No pictures should appear. The lines from the beginning of the listing through the one holding "filter:drop-shadow(1px 0 #3e3e3e)" must be reproduced exactly, and nothing more.
☆ ☆ ☆
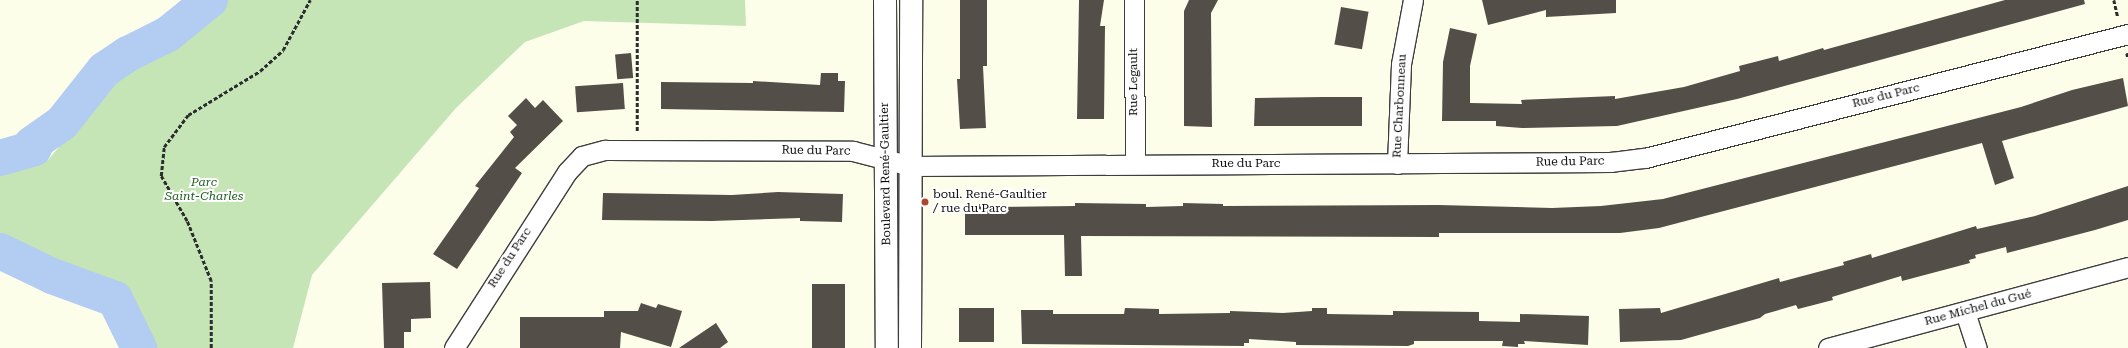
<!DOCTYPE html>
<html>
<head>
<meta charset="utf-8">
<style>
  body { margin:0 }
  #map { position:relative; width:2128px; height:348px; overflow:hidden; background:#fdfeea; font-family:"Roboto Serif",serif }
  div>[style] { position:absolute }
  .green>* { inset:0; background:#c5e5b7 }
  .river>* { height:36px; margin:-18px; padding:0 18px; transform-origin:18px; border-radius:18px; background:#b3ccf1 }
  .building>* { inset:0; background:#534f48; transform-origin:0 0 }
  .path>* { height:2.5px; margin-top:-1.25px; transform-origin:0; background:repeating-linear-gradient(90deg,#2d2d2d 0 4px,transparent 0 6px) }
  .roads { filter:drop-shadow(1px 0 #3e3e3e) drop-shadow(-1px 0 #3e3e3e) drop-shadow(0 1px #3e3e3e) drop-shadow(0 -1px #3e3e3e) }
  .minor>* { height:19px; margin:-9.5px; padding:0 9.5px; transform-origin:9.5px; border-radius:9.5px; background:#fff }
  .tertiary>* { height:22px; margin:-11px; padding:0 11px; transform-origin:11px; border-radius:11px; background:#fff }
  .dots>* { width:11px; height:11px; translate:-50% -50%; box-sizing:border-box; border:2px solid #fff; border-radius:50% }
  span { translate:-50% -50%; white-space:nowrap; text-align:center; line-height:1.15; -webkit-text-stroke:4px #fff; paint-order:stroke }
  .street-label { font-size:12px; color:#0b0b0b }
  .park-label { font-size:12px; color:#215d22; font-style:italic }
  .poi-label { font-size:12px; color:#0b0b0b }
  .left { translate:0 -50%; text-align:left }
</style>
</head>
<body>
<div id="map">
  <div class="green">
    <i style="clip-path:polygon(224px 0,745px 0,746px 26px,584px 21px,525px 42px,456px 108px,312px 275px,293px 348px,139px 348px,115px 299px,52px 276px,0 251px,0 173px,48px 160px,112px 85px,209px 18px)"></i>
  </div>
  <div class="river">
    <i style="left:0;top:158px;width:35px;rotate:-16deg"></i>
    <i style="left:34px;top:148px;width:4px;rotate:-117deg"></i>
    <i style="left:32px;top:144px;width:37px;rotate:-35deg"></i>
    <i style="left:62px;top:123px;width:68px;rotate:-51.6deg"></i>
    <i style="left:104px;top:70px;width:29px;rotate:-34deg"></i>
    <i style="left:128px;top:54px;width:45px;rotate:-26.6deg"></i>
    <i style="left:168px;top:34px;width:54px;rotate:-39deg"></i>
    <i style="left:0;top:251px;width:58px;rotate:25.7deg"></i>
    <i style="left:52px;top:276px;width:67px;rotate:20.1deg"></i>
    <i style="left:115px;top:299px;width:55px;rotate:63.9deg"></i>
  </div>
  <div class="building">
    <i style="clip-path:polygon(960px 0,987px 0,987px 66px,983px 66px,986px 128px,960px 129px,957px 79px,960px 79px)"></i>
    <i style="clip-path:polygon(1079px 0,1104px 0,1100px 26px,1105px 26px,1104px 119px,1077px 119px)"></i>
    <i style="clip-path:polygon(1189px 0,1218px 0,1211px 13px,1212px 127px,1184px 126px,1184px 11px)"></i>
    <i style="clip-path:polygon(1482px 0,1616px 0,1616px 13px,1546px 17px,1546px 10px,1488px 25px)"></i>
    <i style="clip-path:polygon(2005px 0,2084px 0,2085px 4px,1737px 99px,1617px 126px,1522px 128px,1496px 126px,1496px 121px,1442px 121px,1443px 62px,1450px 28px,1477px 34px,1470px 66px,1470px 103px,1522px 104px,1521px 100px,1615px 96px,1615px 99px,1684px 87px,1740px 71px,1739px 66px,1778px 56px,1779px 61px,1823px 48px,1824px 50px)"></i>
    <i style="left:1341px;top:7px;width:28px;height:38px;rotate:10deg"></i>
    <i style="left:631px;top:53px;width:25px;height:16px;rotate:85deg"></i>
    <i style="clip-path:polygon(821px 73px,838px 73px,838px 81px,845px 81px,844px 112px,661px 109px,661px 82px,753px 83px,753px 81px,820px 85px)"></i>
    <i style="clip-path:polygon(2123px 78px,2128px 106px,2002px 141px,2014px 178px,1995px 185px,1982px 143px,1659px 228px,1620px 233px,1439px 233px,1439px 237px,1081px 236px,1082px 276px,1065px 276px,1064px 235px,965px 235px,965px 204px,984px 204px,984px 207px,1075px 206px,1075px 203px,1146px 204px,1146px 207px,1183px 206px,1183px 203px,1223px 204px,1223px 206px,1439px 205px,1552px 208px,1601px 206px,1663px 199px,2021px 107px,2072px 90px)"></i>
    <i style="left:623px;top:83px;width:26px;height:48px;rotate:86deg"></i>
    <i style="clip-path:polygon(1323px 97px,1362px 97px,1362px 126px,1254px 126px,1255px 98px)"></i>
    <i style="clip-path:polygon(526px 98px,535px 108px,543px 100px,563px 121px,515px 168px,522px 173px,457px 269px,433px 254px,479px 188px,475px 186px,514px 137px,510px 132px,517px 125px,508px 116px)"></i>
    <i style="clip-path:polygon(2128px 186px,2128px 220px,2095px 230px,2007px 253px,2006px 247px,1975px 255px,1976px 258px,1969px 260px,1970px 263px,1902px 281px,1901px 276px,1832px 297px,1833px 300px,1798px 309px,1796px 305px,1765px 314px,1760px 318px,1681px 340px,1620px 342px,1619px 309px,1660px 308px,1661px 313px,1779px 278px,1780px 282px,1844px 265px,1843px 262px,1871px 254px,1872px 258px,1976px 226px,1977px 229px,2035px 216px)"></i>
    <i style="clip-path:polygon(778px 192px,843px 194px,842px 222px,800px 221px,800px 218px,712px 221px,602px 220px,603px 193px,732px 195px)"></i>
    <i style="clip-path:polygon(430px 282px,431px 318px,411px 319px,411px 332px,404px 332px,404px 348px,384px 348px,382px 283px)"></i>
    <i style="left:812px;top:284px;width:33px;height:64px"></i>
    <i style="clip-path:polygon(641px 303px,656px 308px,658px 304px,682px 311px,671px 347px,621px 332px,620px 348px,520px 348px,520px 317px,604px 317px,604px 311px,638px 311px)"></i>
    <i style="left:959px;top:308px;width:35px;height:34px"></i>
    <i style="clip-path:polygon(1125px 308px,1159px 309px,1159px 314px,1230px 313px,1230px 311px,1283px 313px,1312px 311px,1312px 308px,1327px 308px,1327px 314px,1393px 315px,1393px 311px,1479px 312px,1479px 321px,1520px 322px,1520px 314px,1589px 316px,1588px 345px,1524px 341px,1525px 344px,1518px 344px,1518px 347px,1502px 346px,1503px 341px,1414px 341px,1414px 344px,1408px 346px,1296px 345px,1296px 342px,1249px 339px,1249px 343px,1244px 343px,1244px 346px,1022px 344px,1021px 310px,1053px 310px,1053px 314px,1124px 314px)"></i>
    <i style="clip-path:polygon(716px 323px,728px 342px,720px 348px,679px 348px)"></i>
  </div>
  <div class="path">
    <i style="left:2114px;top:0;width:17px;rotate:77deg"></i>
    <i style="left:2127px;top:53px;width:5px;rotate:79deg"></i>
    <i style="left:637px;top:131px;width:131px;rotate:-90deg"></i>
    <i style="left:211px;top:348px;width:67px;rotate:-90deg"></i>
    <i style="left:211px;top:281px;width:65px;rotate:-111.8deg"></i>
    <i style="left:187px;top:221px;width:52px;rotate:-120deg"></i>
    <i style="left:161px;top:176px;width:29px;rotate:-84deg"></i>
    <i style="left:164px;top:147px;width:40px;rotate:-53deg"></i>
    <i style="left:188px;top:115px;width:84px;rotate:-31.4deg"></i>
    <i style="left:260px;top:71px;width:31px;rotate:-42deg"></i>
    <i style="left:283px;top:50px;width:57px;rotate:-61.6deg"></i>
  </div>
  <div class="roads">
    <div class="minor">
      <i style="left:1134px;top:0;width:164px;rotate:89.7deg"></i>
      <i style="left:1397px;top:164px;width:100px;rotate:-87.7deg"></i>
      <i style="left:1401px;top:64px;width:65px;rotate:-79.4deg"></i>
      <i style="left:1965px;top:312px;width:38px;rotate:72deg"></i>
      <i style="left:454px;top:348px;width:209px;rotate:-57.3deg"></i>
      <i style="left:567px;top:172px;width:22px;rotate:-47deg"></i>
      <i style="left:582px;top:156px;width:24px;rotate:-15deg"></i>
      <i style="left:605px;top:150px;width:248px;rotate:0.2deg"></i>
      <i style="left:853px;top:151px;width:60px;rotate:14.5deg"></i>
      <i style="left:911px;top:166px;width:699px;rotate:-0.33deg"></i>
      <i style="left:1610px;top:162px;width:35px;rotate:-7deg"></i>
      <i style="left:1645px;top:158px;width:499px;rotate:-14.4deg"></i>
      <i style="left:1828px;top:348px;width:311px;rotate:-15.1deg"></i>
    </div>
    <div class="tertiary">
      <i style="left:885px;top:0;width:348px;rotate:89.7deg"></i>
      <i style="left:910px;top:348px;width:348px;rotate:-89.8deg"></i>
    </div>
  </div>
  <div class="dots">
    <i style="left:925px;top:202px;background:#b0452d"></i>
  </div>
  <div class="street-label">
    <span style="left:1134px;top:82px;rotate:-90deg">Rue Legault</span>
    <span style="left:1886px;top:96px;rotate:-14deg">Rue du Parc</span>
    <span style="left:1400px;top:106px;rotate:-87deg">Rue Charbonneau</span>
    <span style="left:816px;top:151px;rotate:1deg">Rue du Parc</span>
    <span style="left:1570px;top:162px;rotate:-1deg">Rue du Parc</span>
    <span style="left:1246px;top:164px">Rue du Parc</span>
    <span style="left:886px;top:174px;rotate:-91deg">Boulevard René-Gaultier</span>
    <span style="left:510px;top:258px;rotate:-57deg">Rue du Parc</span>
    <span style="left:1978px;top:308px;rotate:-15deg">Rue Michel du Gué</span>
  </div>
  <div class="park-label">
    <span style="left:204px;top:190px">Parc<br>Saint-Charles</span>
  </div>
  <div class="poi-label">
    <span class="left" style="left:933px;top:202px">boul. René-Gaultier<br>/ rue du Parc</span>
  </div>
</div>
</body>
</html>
☆ ☆ ☆
*Your solution*
<!DOCTYPE html>
<html>
<head>
<meta charset="utf-8">
<style>
  body { margin:0 }
  #map { position:relative; width:2128px; height:348px; overflow:hidden; background:#fdfeea; font-family:"Roboto Serif",serif }
  div>[style] { position:absolute }
  .green>* { inset:0; background:#c5e5b7 }
  .river>* { height:36px; margin:-18px; padding:0 18px; transform-origin:18px; border-radius:18px; background:#b3ccf1 }
  .building>* { inset:0; background:#534f48; transform-origin:0 0 }
  .path>* { height:2.5px; margin-top:-1.25px; transform-origin:0; background:repeating-linear-gradient(90deg,#2d2d2d 0 4px,transparent 0 6px) }
  .roads { filter:drop-shadow(1px 0 #3e3e3e) drop-shadow(-1px 0 #3e3e3e) drop-shadow(0 1px #3e3e3e) drop-shadow(0 -1px #3e3e3e) }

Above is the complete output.